WolfganP commented 4 years ago

Follows from https://github.com/corrados/jamulus/issues/339#issuecomment-657076545 for better focus of the discussion.

So, as the previous issue started to explore multi-threading on the server for better use of resources, I first run a profiling of the app on debian.

Special build with: qmake "CONFIG+=nosound headless noupcasename debug" "QMAKE_CXXFLAGS+=-pg" "QMAKE_LFLAGS+=-pg" -config debug Jamulus.pro && make clean && make -j

Then run as below, and connecting a couple of clients for a few seconds: ./jamulus --nogui --server --fastupdate

Once disconnecting the clients I gracefully killed the server pkill -sigterm jamulus

And finally run gprof, with the results posted below: gprof ./jamulus > gprof.txt

https://gist.github.com/WolfganP/46094fd993906321f1336494f8a5faed

It would be interesting to see those who observed high cpu usage run test sessions and collect profiling information as well to detect bottlenecks and potential code optimizations, before embarking on multi-threading analysis that may require major rewrites.

storeilly commented 4 years ago

I'll leave the proper report to the expert @softins I only dabble but I will say that there are 4 packets with frame length of 1518 CLM_CONN_CLIENTS_LIST (59 clients) and CONN_CLIENTS_LIST (59 clients) and many fragmented reassembled packets.

softins commented 4 years ago

Not quite sure what was happening on that test (20200906-201952), but it looks the same as the previous test. Either the server didn't have Volker's latest test changes, or they didn't have the desired effect. The size of the CONN_CLIENTS_LIST grows until all but one of the names have been filled in, at which point the whole packet is 1509 bytes long. This gets acked by the test clients, but not by the Windows client. When the last name is filled in, the list gets fragmented into two IP packets, the first of which is 1514 bytes long. These messages continue to get acked by the test clients, but the communication with the Windows client is stalled.

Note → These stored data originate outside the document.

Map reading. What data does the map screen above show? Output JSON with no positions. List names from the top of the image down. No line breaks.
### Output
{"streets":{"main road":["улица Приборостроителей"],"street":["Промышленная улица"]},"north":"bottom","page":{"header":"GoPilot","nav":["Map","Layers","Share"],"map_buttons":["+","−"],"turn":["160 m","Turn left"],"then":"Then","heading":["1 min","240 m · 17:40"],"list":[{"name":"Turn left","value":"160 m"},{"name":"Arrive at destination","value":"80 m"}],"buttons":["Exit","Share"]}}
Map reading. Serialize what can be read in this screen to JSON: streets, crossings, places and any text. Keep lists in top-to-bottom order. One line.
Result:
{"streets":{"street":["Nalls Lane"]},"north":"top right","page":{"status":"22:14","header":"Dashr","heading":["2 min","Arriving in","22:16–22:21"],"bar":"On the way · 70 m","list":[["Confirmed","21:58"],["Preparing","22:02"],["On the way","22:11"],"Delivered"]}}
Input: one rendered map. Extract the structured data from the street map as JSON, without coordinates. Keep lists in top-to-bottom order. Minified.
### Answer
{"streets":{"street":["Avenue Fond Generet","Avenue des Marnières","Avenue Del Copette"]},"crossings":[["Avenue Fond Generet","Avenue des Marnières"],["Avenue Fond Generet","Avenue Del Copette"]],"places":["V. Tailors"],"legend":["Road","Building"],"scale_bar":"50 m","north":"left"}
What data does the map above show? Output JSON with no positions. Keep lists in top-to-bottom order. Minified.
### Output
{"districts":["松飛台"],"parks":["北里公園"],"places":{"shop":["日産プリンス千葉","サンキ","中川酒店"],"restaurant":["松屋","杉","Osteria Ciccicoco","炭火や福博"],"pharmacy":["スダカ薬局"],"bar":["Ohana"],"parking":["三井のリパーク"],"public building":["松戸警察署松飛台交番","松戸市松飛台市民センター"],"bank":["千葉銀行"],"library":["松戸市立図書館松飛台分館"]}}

softins commented 4 years ago

@storeilly it's not a solution, but might be a useful data point, if you could reduce your MTU by 8 bytes, and then Volker repeat the test with standard server code. This will cause fragmentation to kick in slightly earlier, and might then keep the Windows client going, if indeed it can receive fragmented packets (does the Windows client correctly display the Default Server list? I imagine it must do).

To do this, on the fly:

# ifconfig eth0 mtu 1492 up

(replacing eth0 with the actual interface name, of course)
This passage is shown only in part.